Another suggestion of a denuded, pre-industrial Japan is Walker’s search for the true identity of the Japanese wolf – was it a feral dog? But here again the analysis is irksome and does nothing to convince the reader. The best example in history of a dog that took on a truly wild state is the Australian dingo. But the dingo is mentioned only once, in passing.
Much of the book is devoted to the Japanese reverence for the wolf, which also paints a strange picture. The famously insular Japanese abandoned a sacred animal simply because the West didn’t care for wolves? Why didn’t they also adopt Christianity, if they were so bent on imitating the West? Yes, the Japanese adopted Western ways and technology during the Meiji era, but there is no doubt that they picked and chose what they thought appropriate.
And here again we can compare environmental ideals in Japan and the West. While the simplistic take is that the West is single-handedly destroying the planet, in the case of preserving mega fauna – and in particular predators – the West actually seems ahead. Wolves are returning to parts of Europe where they’d been extinct for centuries. Wolves have been reintroduced to the American West and even into North Carolina. Yes, these reintroductions are opposed by many, but significant enthusiasm for wolves among the entire population has made the reintroductions possible. And the century-long rural depopulation that came with industrial agriculture and industrial ranching provided enough open space.
Japan is also experiencing rural depopulation. The Japanese could reintroduce wolves any time they want, and yet they haven’t bothered. If their reverence for nature is so great, why not take it a step further, and reintroduce globally threatened tigers and leopards? Again, it seems the Japanese are essentially shrugging at the loss of large animals, and it’s hard to imagine that only a few generations ago they thought any differently.

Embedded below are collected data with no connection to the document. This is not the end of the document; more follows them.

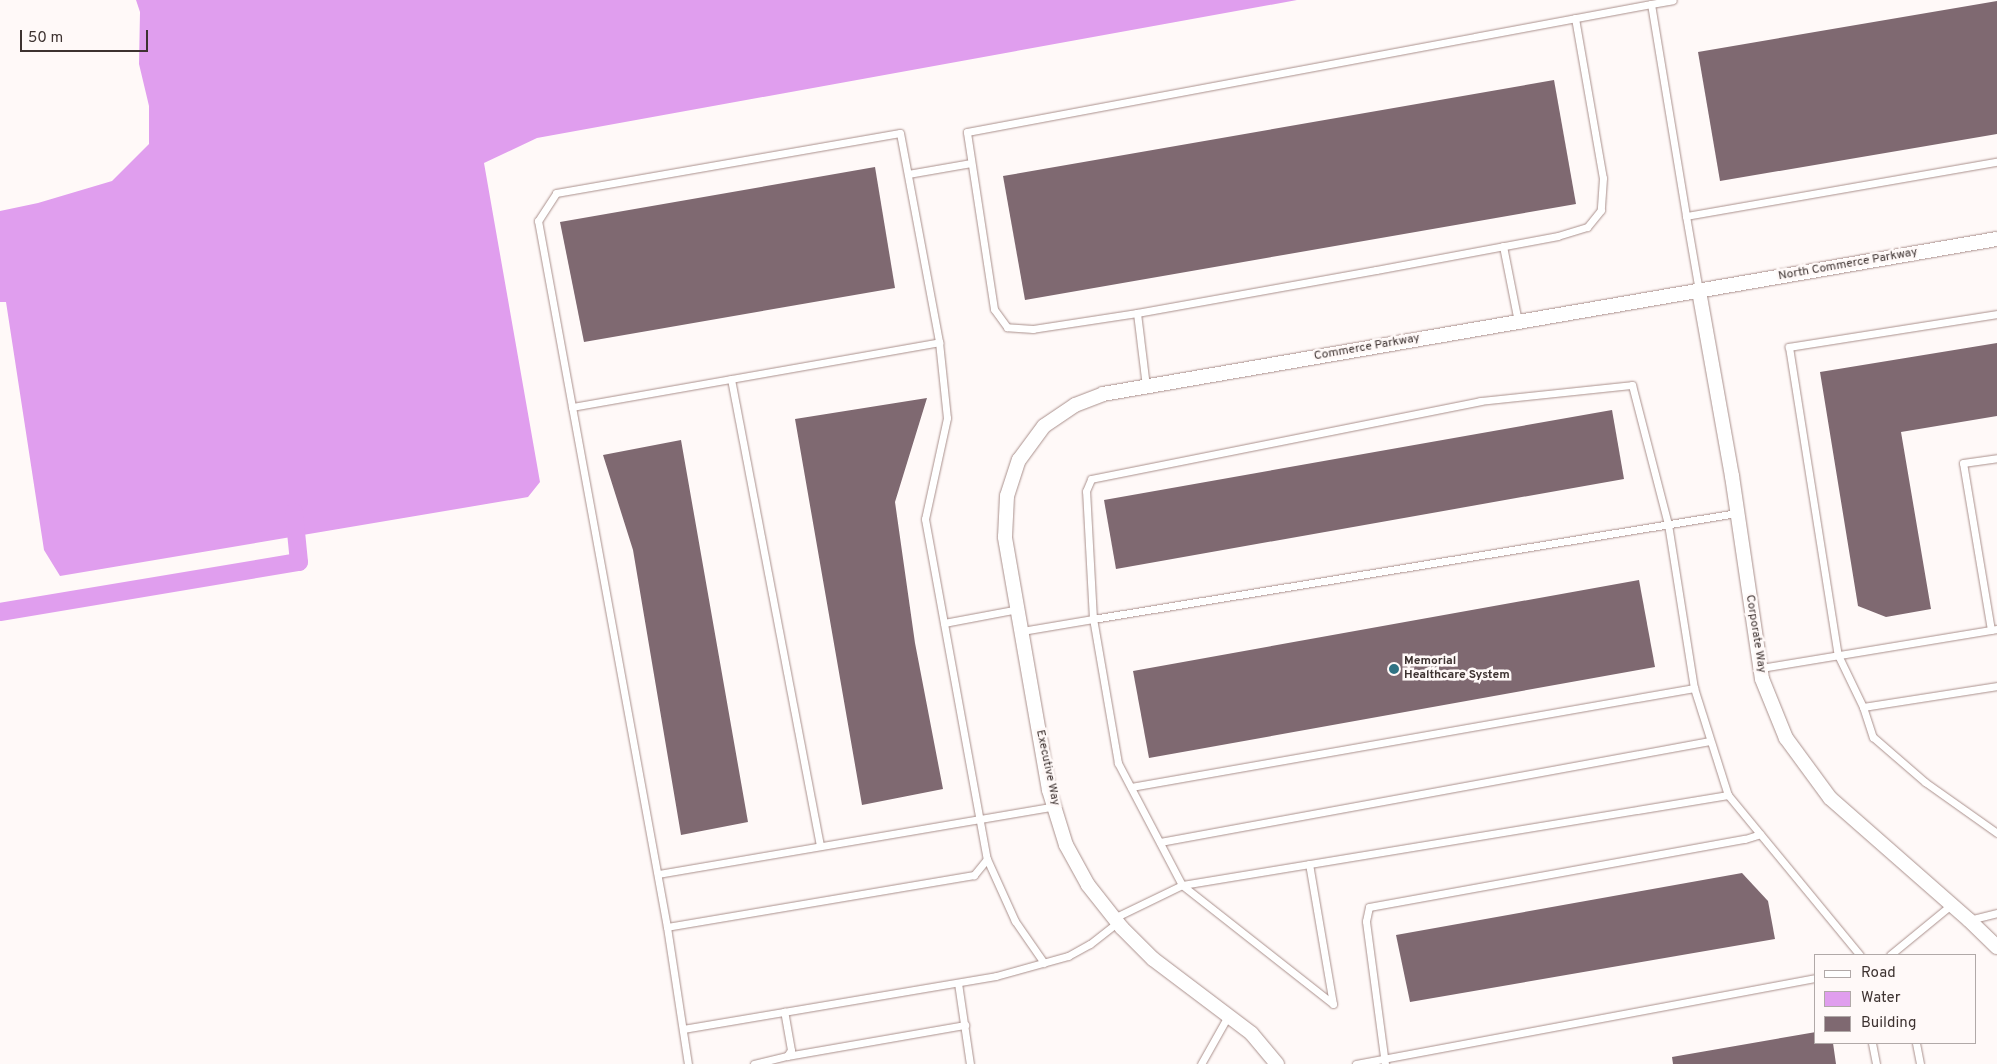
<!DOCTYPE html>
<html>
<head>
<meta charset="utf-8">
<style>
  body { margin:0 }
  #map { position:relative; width:1997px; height:1064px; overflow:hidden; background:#fff9f8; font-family:Overpass,sans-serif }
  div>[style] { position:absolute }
  .water>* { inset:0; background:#e09eee }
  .canal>* { height:18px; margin:-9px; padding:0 9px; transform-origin:9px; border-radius:9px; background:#e09eee }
  .building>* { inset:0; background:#7f6971 }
  .roads { filter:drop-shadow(0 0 1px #aa908c) drop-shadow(0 0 1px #aa908c) }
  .service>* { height:7px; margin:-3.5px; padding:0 3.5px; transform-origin:3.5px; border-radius:3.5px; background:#fff }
  .minor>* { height:14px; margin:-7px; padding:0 7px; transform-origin:7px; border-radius:7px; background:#fff }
  .dots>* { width:14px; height:14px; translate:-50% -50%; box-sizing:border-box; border:2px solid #fff9f8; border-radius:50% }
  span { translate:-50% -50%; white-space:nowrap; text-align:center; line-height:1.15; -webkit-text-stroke:5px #fff9f8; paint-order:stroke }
  .street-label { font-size:12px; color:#3d3230 }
  .poi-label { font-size:12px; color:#3d3230; font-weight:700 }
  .left { translate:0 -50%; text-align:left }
  .legend { position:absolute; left:1814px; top:954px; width:162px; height:90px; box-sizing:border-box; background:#fff9f8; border:1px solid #b1a9a8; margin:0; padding:6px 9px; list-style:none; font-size:15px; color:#3d3230 }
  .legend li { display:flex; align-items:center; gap:10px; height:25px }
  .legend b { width:25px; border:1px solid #b1a9a8 }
  .scale { position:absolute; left:20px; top:30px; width:128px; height:22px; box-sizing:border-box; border:2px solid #3d3230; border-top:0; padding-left:6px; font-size:15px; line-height:18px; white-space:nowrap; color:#3d3230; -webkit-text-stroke:4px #fff9f8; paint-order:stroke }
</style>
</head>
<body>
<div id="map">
  <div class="water">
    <div style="clip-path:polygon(136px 0,1297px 0,537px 138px,484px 163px,540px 482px,528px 497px,60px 576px,44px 550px,6px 302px,0 302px,0 211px,38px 203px,112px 181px,149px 144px,149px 106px,139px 64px,140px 12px)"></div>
  </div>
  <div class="canal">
    <div style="left:0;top:612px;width:303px;rotate:-9.5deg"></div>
    <div style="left:299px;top:562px;width:50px;rotate:-95.7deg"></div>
  </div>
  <div class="building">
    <div style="clip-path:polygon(1997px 1px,1997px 134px,1720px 181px,1698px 52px)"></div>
    <div style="clip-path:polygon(1554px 80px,1576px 204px,1025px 300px,1003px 176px)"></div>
    <div style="clip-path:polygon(875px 167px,895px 288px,584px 342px,560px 222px)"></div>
    <div style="clip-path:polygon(1997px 343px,1997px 416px,1901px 432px,1931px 609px,1886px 617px,1858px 606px,1820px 372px)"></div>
    <div style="clip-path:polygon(927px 398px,895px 502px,915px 643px,943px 789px,862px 805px,795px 419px)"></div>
    <div style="clip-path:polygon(1612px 410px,1624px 479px,1116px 569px,1104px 500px)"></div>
    <div style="clip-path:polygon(681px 440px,748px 822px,681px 835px,633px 550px,603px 455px)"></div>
    <div style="clip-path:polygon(1639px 580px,1655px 667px,1149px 758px,1133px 671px)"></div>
    <div style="clip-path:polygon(1742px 873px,1768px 901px,1775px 939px,1410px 1002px,1396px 935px)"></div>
    <div style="clip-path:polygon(1816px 1032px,1816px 1043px,1833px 1043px,1836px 1064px,1673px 1064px,1672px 1057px)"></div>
  </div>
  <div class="roads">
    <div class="service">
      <div style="left:1651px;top:4px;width:215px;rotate:80.6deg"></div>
      <div style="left:1575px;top:18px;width:162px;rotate:80.1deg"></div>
      <div style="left:1603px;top:178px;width:32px;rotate:94deg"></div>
      <div style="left:1601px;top:210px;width:22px;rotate:129deg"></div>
      <div style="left:1587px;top:227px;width:30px;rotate:163deg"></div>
      <div style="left:1558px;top:236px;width:185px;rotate:169.4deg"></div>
      <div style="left:1376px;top:270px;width:243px;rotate:169.8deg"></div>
      <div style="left:1137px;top:313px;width:105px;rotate:171.3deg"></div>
      <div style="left:1033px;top:329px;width:26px;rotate:-176deg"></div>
      <div style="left:1007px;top:327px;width:22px;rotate:-126deg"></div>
      <div style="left:994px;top:309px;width:179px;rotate:-98.7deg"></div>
      <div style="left:967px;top:132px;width:696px;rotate:-10.6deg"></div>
      <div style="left:1651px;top:4px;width:22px;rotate:-10deg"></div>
      <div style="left:900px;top:133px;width:213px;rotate:79.4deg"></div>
      <div style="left:939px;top:342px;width:76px;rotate:84deg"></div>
      <div style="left:947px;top:418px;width:103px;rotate:102.3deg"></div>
      <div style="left:925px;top:519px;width:346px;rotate:79.7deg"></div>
      <div style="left:987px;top:859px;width:21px;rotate:129deg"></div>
      <div style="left:974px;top:875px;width:311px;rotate:170.4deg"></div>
      <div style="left:667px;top:927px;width:718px;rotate:-100.35deg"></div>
      <div style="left:538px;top:221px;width:33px;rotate:-57deg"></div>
      <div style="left:556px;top:193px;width:349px;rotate:-9.9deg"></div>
      <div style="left:908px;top:174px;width:64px;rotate:-9.9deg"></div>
      <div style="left:1503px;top:246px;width:77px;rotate:78.8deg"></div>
      <div style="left:1699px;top:291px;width:76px;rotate:-99.8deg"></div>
      <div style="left:1686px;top:216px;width:316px;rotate:-9.9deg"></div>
      <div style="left:1137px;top:313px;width:74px;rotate:83deg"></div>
      <div style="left:1997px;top:314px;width:211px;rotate:171deg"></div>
      <div style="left:1789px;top:347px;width:312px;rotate:81deg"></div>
      <div style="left:1838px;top:655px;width:58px;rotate:64.3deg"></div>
      <div style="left:1863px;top:707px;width:32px;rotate:72deg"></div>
      <div style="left:1873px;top:737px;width:69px;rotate:40.9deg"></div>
      <div style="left:1925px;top:782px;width:88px;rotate:35.3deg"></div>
      <div style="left:731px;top:379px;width:475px;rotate:79.2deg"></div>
      <div style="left:572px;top:407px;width:373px;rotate:-10deg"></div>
      <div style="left:944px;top:623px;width:75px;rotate:-10.7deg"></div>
      <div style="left:1991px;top:630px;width:169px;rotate:-99.5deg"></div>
      <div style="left:1963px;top:463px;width:34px;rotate:-8deg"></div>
      <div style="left:1022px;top:631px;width:72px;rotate:-9.6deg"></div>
      <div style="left:1093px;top:619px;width:128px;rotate:-93.1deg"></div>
      <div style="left:1086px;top:491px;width:13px;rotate:-67deg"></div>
      <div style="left:1091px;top:479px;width:397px;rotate:-11.3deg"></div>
      <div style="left:1480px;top:401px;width:153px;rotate:-6deg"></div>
      <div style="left:1632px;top:385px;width:144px;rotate:75.5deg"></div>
      <div style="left:1668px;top:524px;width:166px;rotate:81deg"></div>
      <div style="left:1694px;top:688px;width:112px;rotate:72.4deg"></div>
      <div style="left:1728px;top:795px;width:553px;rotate:170.64deg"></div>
      <div style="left:1761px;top:668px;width:239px;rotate:-9.4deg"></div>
      <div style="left:1863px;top:707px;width:136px;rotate:-8.9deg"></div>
      <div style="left:1131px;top:787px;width:572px;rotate:-9.97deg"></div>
      <div style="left:1728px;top:795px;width:207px;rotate:50.5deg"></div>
      <div style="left:1160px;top:842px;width:559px;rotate:-10.41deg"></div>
      <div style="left:987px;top:859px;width:68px;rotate:65.7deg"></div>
      <div style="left:1015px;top:921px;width:51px;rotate:55.4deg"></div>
      <div style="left:658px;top:874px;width:402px;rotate:-9.7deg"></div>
      <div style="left:1182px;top:885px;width:192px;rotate:38.2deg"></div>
      <div style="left:1333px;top:1004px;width:142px;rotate:-99.7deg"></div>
      <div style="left:1114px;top:918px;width:76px;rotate:-25.9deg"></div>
      <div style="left:1182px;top:885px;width:138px;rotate:-117.7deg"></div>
      <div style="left:1118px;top:763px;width:146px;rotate:-99.8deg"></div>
      <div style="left:1093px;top:619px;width:653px;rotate:-9.35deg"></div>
      <div style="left:1969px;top:920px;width:29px;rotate:-14deg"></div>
      <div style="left:667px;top:927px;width:139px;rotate:81.3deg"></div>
      <div style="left:1890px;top:955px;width:80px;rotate:-39.4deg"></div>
      <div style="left:958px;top:983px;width:82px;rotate:81.6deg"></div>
      <div style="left:683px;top:1029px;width:317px;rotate:-9.6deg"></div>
      <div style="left:996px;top:976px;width:75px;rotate:-15.5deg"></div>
      <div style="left:1068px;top:956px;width:25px;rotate:-29deg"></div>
      <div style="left:1090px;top:944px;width:36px;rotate:-38deg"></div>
      <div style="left:1872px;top:1043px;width:21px;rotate:79deg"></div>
      <div style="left:1916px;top:1043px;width:21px;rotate:79deg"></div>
      <div style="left:787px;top:1056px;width:181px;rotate:-9.9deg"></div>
      <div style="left:754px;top:1064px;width:34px;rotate:-14deg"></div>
      <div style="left:787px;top:1056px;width:7px;rotate:-56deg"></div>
      <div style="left:791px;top:1050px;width:39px;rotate:-100deg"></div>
      <div style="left:1201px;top:1064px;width:55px;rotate:-60.6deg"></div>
      <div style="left:1356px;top:1064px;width:468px;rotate:-10.6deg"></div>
      <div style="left:1385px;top:1064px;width:144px;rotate:-97.6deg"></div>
      <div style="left:1366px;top:921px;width:14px;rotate:-78deg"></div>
      <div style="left:1369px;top:907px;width:382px;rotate:-10.3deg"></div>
      <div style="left:1745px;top:839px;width:16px;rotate:-18deg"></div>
    </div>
    <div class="minor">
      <div style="left:1699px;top:291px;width:188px;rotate:79.9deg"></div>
      <div style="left:1732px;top:476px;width:205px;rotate:81.6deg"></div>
      <div style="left:1762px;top:679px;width:64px;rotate:67.9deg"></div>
      <div style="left:1786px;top:738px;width:74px;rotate:53.7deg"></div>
      <div style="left:1830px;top:798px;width:185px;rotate:41.3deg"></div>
      <div style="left:1969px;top:920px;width:39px;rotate:44deg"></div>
      <div style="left:1277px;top:1064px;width:40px;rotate:-130deg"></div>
      <div style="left:1251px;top:1033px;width:123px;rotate:-142.9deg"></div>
      <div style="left:1153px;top:959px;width:44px;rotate:-135deg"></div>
      <div style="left:1122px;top:928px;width:55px;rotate:-128.3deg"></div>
      <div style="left:1088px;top:885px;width:46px;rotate:-118.8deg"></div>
      <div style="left:1066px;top:845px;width:58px;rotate:-107.2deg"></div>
      <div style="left:1049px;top:790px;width:257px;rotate:-99.9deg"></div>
      <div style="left:1005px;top:537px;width:41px;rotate:-87.2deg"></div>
      <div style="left:1007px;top:496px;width:38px;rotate:-72deg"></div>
      <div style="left:1019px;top:460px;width:42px;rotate:-53.7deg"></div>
      <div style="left:1044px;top:426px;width:37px;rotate:-34deg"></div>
      <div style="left:1075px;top:405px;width:30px;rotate:-21deg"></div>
      <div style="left:1103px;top:394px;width:907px;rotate:-9.84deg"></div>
    </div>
  </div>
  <div class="dots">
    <div style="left:1394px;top:669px;background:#2f7283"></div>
  </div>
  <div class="street-label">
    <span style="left:1848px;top:265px;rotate:-10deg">North Commerce Parkway</span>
    <span style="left:1367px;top:348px;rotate:-10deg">Commerce Parkway</span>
    <span style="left:1755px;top:634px;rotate:81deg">Corporate Way</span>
    <span style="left:1047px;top:768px;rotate:78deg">Executive Way</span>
  </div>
  <div class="poi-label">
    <span class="left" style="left:1404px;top:669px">Memorial<br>Healthcare System</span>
  </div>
  <ul class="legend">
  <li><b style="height:6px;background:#fff"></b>Road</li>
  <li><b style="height:14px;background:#e09eee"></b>Water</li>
  <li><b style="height:14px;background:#7f6971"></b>Building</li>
  </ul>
  <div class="scale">50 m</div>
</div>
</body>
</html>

This is not to single out the Japanese as any more anti-environment than most societies throughout history, but it shows that the simplistic tale of the West as the sole enemy of the planet is not backed up by facts. Unfortunately, it seems that “The Lost Wolves of Japan” relies on this discredited idea.
2 of 2 people found the following review helpful.
Another View
By Mokadi Jook
If you are interested in wolves, the mechanics of extinction, or the relationship of the Japanese people to the environment, this is a fascinating read. The spiritual and cultural relationship between the Japanese wolf and the Japanese people is explored in this well-written volume. Illustrations enhance the text, and the author's own experiences with wolves in the American west are relevant and provide a contrast to his experiences researching the history of the disappearance of wolves and wild dogs in Japan.